### Aim of the exercise
The answer should match the entries below word for word, minus their pictures.

### Dataset extract
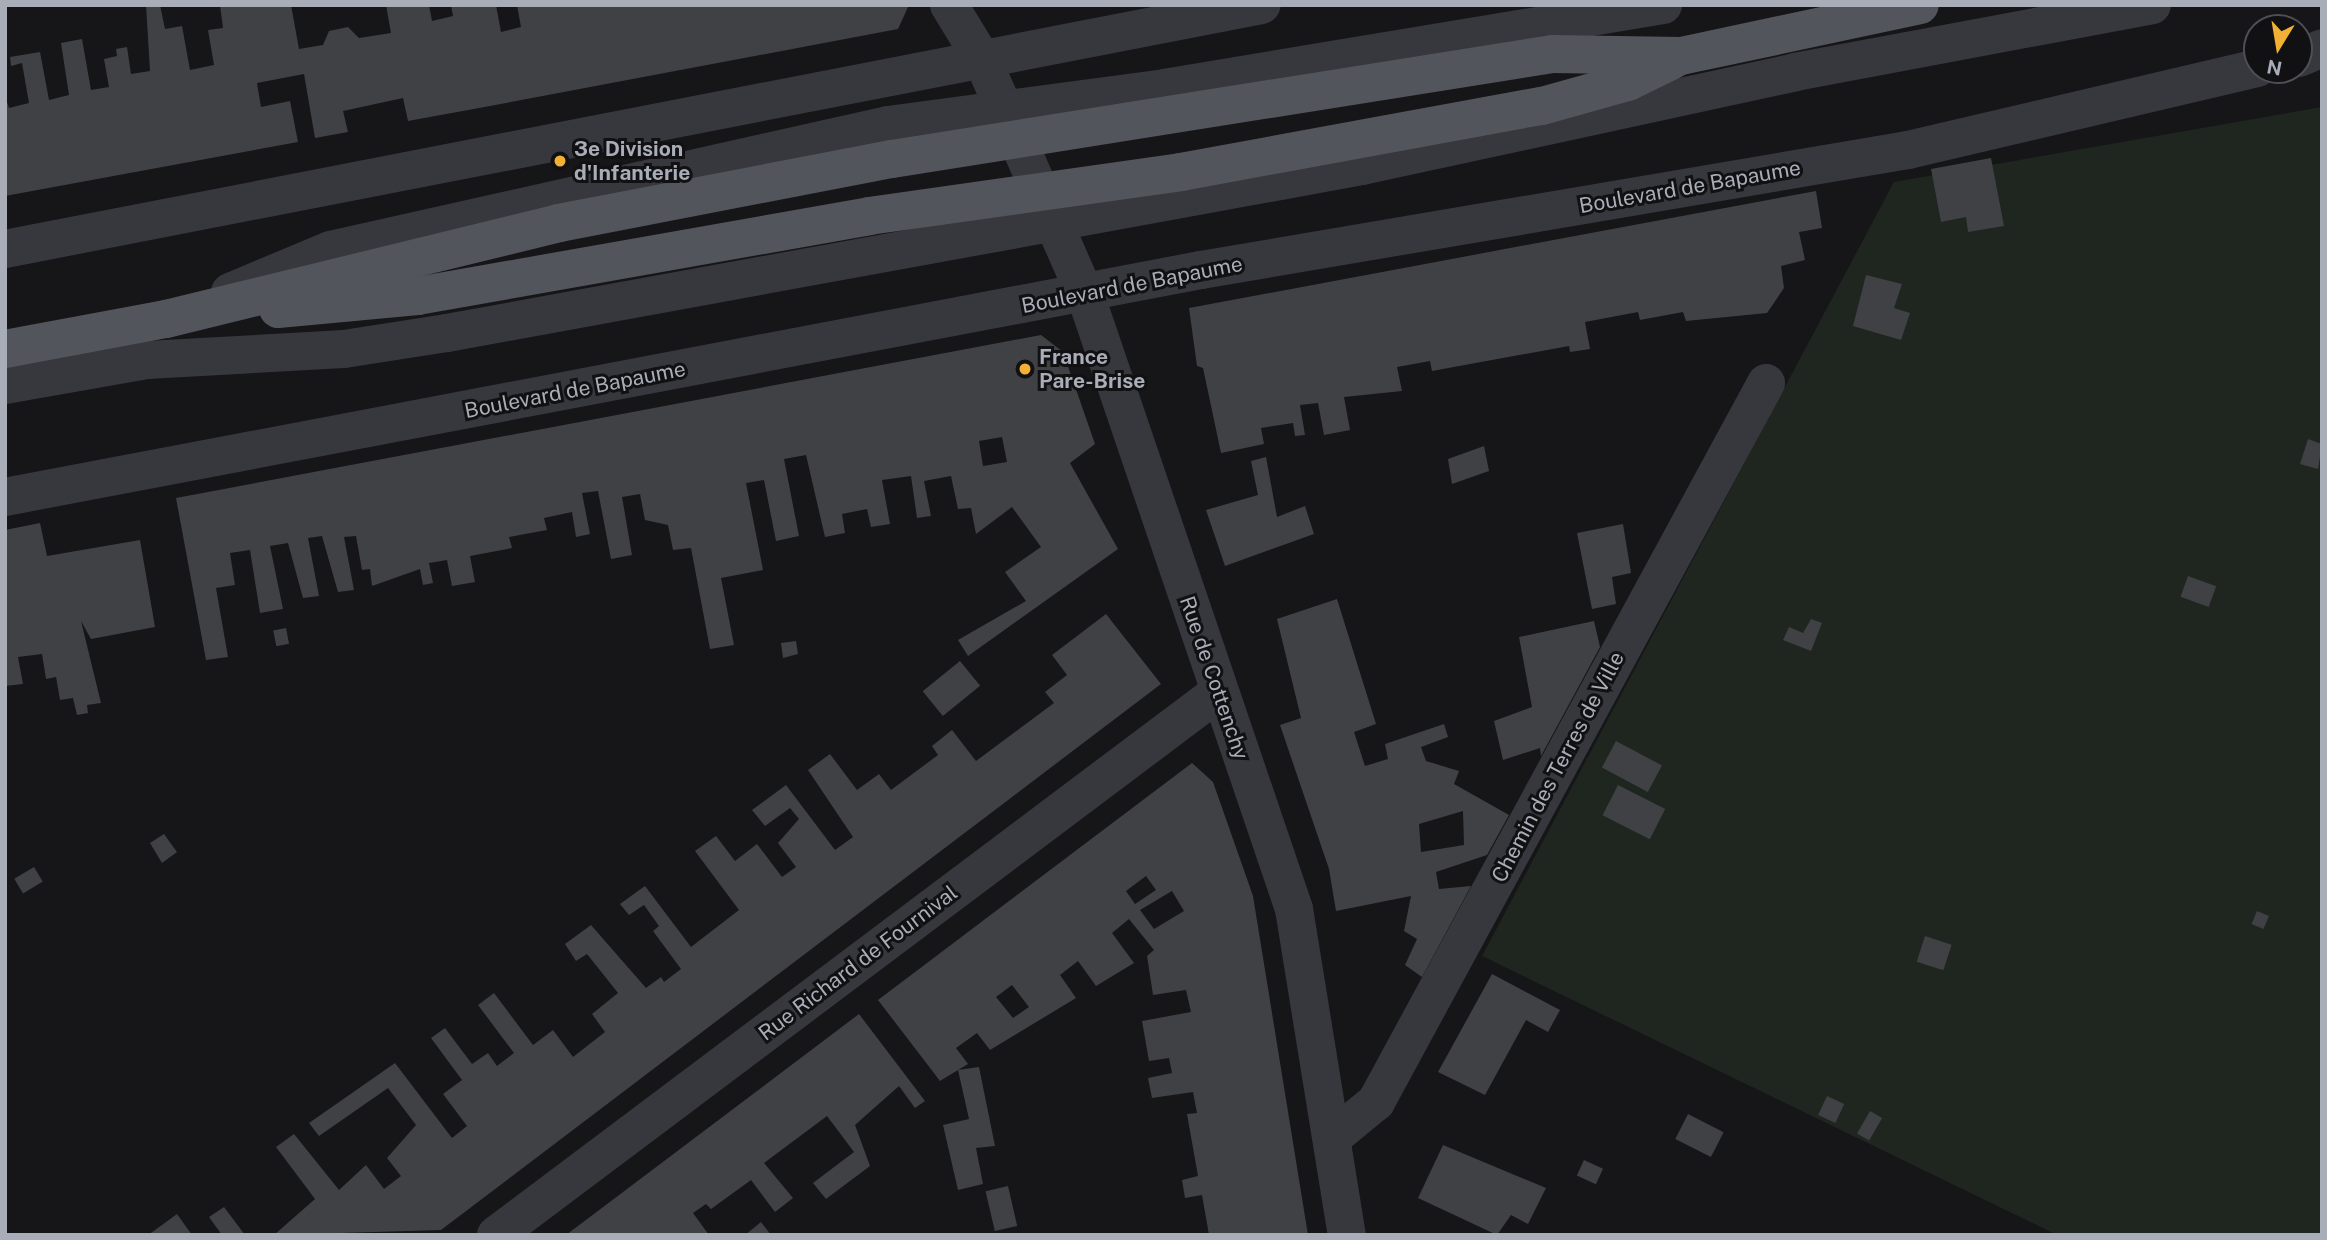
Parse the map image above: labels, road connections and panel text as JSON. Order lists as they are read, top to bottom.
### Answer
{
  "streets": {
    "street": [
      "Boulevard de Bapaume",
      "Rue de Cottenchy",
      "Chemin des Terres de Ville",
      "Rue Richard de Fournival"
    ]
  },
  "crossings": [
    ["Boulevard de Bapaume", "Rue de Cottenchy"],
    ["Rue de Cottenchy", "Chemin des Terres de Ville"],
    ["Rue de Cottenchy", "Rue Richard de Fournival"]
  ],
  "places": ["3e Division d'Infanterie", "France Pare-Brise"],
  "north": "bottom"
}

### Result
Parse the map image above: labels, road connections and panel text as JSON. Order lists as they are read, top to bottom.
### Answer
{
  "streets": {
    "street": [
      "Boulevard de Bapaume",
      "Rue de Cottenchy",
      "Chemin des Terres de Ville",
      "Rue Richard de Fournival"
    ]
  },
  "crossings": [
    ["Boulevard de Bapaume", "Rue de Cottenchy"],
    ["Rue de Cottenchy", "Chemin des Terres de Ville"],
    ["Rue de Cottenchy", "Rue Richard de Fournival"]
  ],
  "places": ["3e Division d'Infanterie", "France Pare-Brise"],
  "north": "bottom"
}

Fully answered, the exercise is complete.